Everything from the line that holds "Annotation task. Read" through the end of the data below should be output exactly, both ends included.

• [MATERIAL FOR THIS TASK]
+-------+

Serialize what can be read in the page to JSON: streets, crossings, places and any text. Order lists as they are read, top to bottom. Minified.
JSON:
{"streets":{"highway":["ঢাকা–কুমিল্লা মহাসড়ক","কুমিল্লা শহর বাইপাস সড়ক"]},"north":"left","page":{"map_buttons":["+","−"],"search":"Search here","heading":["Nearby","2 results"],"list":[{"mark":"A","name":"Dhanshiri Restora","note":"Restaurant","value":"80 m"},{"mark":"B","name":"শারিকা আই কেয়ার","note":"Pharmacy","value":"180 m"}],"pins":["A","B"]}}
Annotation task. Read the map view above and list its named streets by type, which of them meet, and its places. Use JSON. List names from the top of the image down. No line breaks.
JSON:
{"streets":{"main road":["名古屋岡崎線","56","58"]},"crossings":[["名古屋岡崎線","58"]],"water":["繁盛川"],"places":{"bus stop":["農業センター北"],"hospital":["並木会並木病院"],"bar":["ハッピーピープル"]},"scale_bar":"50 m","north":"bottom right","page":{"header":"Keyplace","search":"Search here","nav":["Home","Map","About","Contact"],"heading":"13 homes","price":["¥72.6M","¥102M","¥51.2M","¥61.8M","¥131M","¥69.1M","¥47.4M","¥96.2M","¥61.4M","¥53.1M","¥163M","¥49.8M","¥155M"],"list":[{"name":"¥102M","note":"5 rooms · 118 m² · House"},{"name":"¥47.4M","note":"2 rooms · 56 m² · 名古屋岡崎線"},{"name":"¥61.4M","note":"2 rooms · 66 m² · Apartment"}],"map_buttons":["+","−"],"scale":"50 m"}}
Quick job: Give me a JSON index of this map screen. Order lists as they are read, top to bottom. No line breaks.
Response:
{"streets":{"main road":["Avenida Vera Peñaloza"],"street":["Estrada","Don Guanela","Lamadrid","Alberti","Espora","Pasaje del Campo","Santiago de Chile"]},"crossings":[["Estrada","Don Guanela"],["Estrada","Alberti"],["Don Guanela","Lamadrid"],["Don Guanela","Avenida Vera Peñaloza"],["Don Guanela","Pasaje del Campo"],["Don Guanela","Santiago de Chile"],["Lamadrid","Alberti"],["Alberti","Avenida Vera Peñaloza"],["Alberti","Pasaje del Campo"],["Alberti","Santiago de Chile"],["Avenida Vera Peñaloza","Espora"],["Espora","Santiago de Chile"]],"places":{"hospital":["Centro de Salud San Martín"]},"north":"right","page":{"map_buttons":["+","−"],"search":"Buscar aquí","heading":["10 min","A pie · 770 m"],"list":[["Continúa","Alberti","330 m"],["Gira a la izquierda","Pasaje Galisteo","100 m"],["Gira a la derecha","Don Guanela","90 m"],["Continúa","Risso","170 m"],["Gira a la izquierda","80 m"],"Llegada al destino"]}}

+-------+

• [WRITTEN ANSWER]
Annotation task. Read the map view above and list its named streets by type, which of them meet, and its places. Use JSON. List names from the top of the image down. No line breaks.
JSON:
{"streets":{"main road":["名古屋岡崎線","56","58"]},"crossings":[["名古屋岡崎線","58"]],"water":["繁盛川"],"places":{"bus stop":["農業センター北"],"hospital":["並木会並木病院"],"bar":["ハッピーピープル"]},"scale_bar":"50 m","north":"bottom right","page":{"header":"Keyplace","search":"Search here","nav":["Home","Map","About","Contact"],"heading":"13 homes","price":["¥72.6M","¥102M","¥51.2M","¥61.8M","¥131M","¥69.1M","¥47.4M","¥96.2M","¥61.4M","¥53.1M","¥163M","¥49.8M","¥155M"],"list":[{"name":"¥102M","note":"5 rooms · 118 m² · House"},{"name":"¥47.4M","note":"2 rooms · 56 m² · 名古屋岡崎線"},{"name":"¥61.4M","note":"2 rooms · 66 m² · Apartment"}],"map_buttons":["+","−"],"scale":"50 m"}}
Quick job: Give me a JSON index of this map screen. Order lists as they are read, top to bottom. No line breaks.
Response:
{"streets":{"main road":["Avenida Vera Peñaloza"],"street":["Estrada","Don Guanela","Lamadrid","Alberti","Espora","Pasaje del Campo","Santiago de Chile"]},"crossings":[["Estrada","Don Guanela"],["Estrada","Alberti"],["Don Guanela","Lamadrid"],["Don Guanela","Avenida Vera Peñaloza"],["Don Guanela","Pasaje del Campo"],["Don Guanela","Santiago de Chile"],["Lamadrid","Alberti"],["Alberti","Avenida Vera Peñaloza"],["Alberti","Pasaje del Campo"],["Alberti","Santiago de Chile"],["Avenida Vera Peñaloza","Espora"],["Espora","Santiago de Chile"]],"places":{"hospital":["Centro de Salud San Martín"]},"north":"right","page":{"map_buttons":["+","−"],"search":"Buscar aquí","heading":["10 min","A pie · 770 m"],"list":[["Continúa","Alberti","330 m"],["Gira a la izquierda","Pasaje Galisteo","100 m"],["Gira a la derecha","Don Guanela","90 m"],["Continúa","Risso","170 m"],["Gira a la izquierda","80 m"],"Llegada al destino"]}}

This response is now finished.